# Dante's Inferno Xbox 360 - Go To Hell...and really mean it!



## KASR

*Game Title: *Dante's Inferno
*Publisher:* Electronic Arts
*Developer: *Visceral Games, Artificial Mind and Movement
*Genre(s):* third-person hack and slash, action-adventure
*Players:* Single Player (DLC co-op add-on)
*ESRB Rating:* Mature
*Release Date:* February 18th, 2010
*Review Rating:* :4.5stars: 

*Story* 
Loosely based on the first part of "Divine Comedy" by Dante Aligheri, Dante's Inferno follows the main character (Dante), a supposed hardcore Christian, through hell (literally) to reclaim the soul of his beloved (Beatrice) as well as face his own demons (again, literally) and sins - and - find some measure of redemption for his otherwise, wicked life. The setting is during the 3rd Crusade of King Richard the Lionheart during his quest to reclaim the holy land of Jerusalem. If you've read the "Divine Comedy" then you have some measure of what to expect - but it's certainly not required reading to enjoy this game. It's a one-way ticket to the nether-realm and you aren't exactly welcome so pack in some grit and determination, becuz the dark ones aren't giving the keys to the kingdom willingly! We're going to Hell -so bring the popcorn! How bad could it be....right?

*Graphics and Sound* 
I gotta say, I'm becoming a huge fan of Visceral - they match the mood graphically for whichever game you are playing and set the tone with a great sound stage. From the very get go, you pop in the disc and the log splash screen lets you know what you're in for: a total surround sound treat.
The start screen beckons and when you finally decide to tackle Dante's sins with a push of the start button, a beautiful transition is accompanied by despairing screams and agony (which hits every channel) .... _oh yeaaaa....this is my kinda game!_

Cut-scene animations are beautifully done and storyline animation are done with a tapestry stylization that truly makes the game its own. The rendering and level mapping is nothing short of brilliant and the developers/designed have done well in translating what "ones" hell could look like. I for one wouldn't want to go there....but I gotta save my true love, so it's into the 9-rings we go!
The level design is a pretty compelling translation of the poem - but don't take my word for it - check it out for yourself!
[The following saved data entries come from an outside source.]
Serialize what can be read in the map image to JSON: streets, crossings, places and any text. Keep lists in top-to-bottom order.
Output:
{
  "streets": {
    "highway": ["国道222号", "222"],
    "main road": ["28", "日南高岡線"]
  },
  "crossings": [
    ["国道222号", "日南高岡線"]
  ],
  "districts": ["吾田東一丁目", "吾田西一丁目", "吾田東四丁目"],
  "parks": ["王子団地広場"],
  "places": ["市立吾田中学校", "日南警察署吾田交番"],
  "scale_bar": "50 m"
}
Sound is weaved masterfully into the game. You get your fair share of ambient noise, directionally dialog and effects and the music cues and then fades perfectly so that you aren't being distracted by it - instead being drawn deeper into the games style. Swinging Death's scythe produces some terrific highs and the thudding of hell's many demons produce some goodies for the LFE channel

*Extras*
As you proceed through the game and achieve certain tasks or achievements, you can unlock developer/designer artwork. The game also has quite a few downloadable content pieces that you can purchase. One DLC is free on Xbox Live. Each DLC contains an amount of "souls" used for purchasing more abilities. On March 4th, the Dark Forest DLC was released, which is the prologue level based loosely on the opening of the "Divine Comedy". This DLC contains new enemies and a series of puzzles for the player to overcome. On April 29th, 2010 - the Trials of St. Lucia will be released which has been rumored to allow co-op play. This DLC also include a game-editor - which takes the replay value to a whole new level as you share custom created maps and levels with your friends. 

*Spoiler* 



And of course, this is beginning of a great new franchise, one that I will gladly buy into - as the game is guaranteed a continuation.




*Gameplay*
Dante's Inferno is listed as an action/adventure game - but I think that's a little light. I would classify this as a horror/thriller as well as a hack n' slash third person game. The combat is hot-n-heavy/fast-paced and there is quite abit of level platforming and environment based puzzles - which is a joy (one think that Ninja Gaiden could have had more of).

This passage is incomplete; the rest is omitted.